Skip the images and return the records below exactly.
(Beginning of Records for this task)
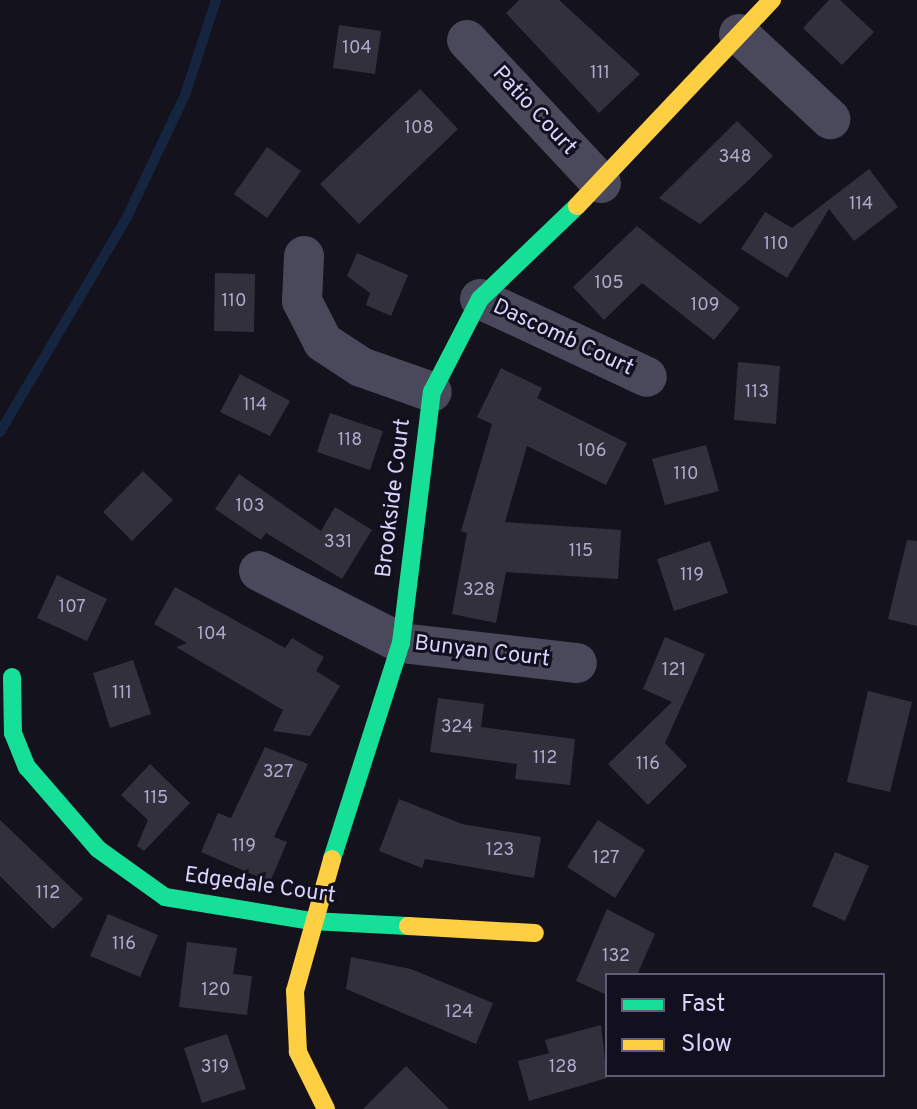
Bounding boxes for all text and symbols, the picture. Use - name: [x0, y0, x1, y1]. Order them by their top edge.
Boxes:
- house number: 104: [342, 38, 372, 60]
- street label: Patio Court: [486, 61, 582, 161]
- house number: 111: [590, 63, 610, 85]
- house number: 108: [404, 118, 434, 140]
- house number: 348: [718, 147, 752, 169]
- house number: 114: [849, 194, 873, 216]
- house number: 110: [764, 234, 788, 256]
- house number: 105: [594, 273, 624, 295]
- house number: 110: [222, 291, 246, 313]
- street label: Dascomb Court: [488, 294, 638, 382]
- house number: 109: [690, 295, 720, 317]
- house number: 113: [745, 382, 769, 404]
- house number: 114: [243, 395, 267, 417]
- street label: Brookside Court: [371, 417, 417, 579]
- house number: 118: [338, 430, 362, 452]
- house number: 106: [577, 441, 607, 463]
- house number: 110: [674, 464, 698, 486]
- house number: 103: [235, 496, 265, 518]
- house number: 331: [324, 532, 352, 554]
- house number: 115: [569, 541, 593, 563]
- house number: 119: [680, 565, 704, 587]
- house number: 328: [463, 580, 495, 602]
- house number: 107: [58, 597, 86, 619]
- house number: 104: [197, 624, 227, 646]
- street label: Bunyan Court: [413, 631, 551, 673]
- house number: 121: [662, 660, 686, 682]
- house number: 111: [112, 683, 132, 705]
- house number: 324: [441, 717, 473, 739]
- house number: 112: [533, 748, 557, 770]
- house number: 116: [636, 754, 660, 776]
- house number: 327: [263, 762, 293, 784]
- house number: 115: [144, 788, 168, 810]
- house number: 119: [232, 836, 256, 858]
- house number: 123: [486, 840, 514, 862]
- house number: 127: [593, 848, 619, 870]
- street label: Edgedale Court: [183, 862, 337, 910]
- house number: 112: [36, 883, 60, 905]
- house number: 116: [112, 934, 136, 956]
- house number: 132: [602, 946, 630, 968]
- legend: [605, 973, 885, 1077]
- house number: 120: [201, 980, 231, 1002]
- text: Fast: [681, 990, 725, 1020]
- house number: 124: [445, 1002, 473, 1024]
- text: Slow: [681, 1030, 732, 1060]
- house number: 319: [201, 1057, 229, 1079]
- house number: 128: [549, 1057, 577, 1079]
(End of Records for this task)
# Output of the exercise
Bounding boxes for all text and symbols, the picture. Use - name: [x0, y0, x1, y1]. Order them by their top edge.
Boxes:
- house number: 104: [342, 38, 372, 60]
- street label: Patio Court: [486, 61, 582, 161]
- house number: 111: [590, 63, 610, 85]
- house number: 108: [404, 118, 434, 140]
- house number: 348: [718, 147, 752, 169]
- house number: 114: [849, 194, 873, 216]
- house number: 110: [764, 234, 788, 256]
- house number: 105: [594, 273, 624, 295]
- house number: 110: [222, 291, 246, 313]
- street label: Dascomb Court: [488, 294, 638, 382]
- house number: 109: [690, 295, 720, 317]
- house number: 113: [745, 382, 769, 404]
- house number: 114: [243, 395, 267, 417]
- street label: Brookside Court: [371, 417, 417, 579]
- house number: 118: [338, 430, 362, 452]
- house number: 106: [577, 441, 607, 463]
- house number: 110: [674, 464, 698, 486]
- house number: 103: [235, 496, 265, 518]
- house number: 331: [324, 532, 352, 554]
- house number: 115: [569, 541, 593, 563]
- house number: 119: [680, 565, 704, 587]
- house number: 328: [463, 580, 495, 602]
- house number: 107: [58, 597, 86, 619]
- house number: 104: [197, 624, 227, 646]
- street label: Bunyan Court: [413, 631, 551, 673]
- house number: 121: [662, 660, 686, 682]
- house number: 111: [112, 683, 132, 705]
- house number: 324: [441, 717, 473, 739]
- house number: 112: [533, 748, 557, 770]
- house number: 116: [636, 754, 660, 776]
- house number: 327: [263, 762, 293, 784]
- house number: 115: [144, 788, 168, 810]
- house number: 119: [232, 836, 256, 858]
- house number: 123: [486, 840, 514, 862]
- house number: 127: [593, 848, 619, 870]
- street label: Edgedale Court: [183, 862, 337, 910]
- house number: 112: [36, 883, 60, 905]
- house number: 116: [112, 934, 136, 956]
- house number: 132: [602, 946, 630, 968]
- legend: [605, 973, 885, 1077]
- house number: 120: [201, 980, 231, 1002]
- text: Fast: [681, 990, 725, 1020]
- house number: 124: [445, 1002, 473, 1024]
- text: Slow: [681, 1030, 732, 1060]
- house number: 319: [201, 1057, 229, 1079]
- house number: 128: [549, 1057, 577, 1079]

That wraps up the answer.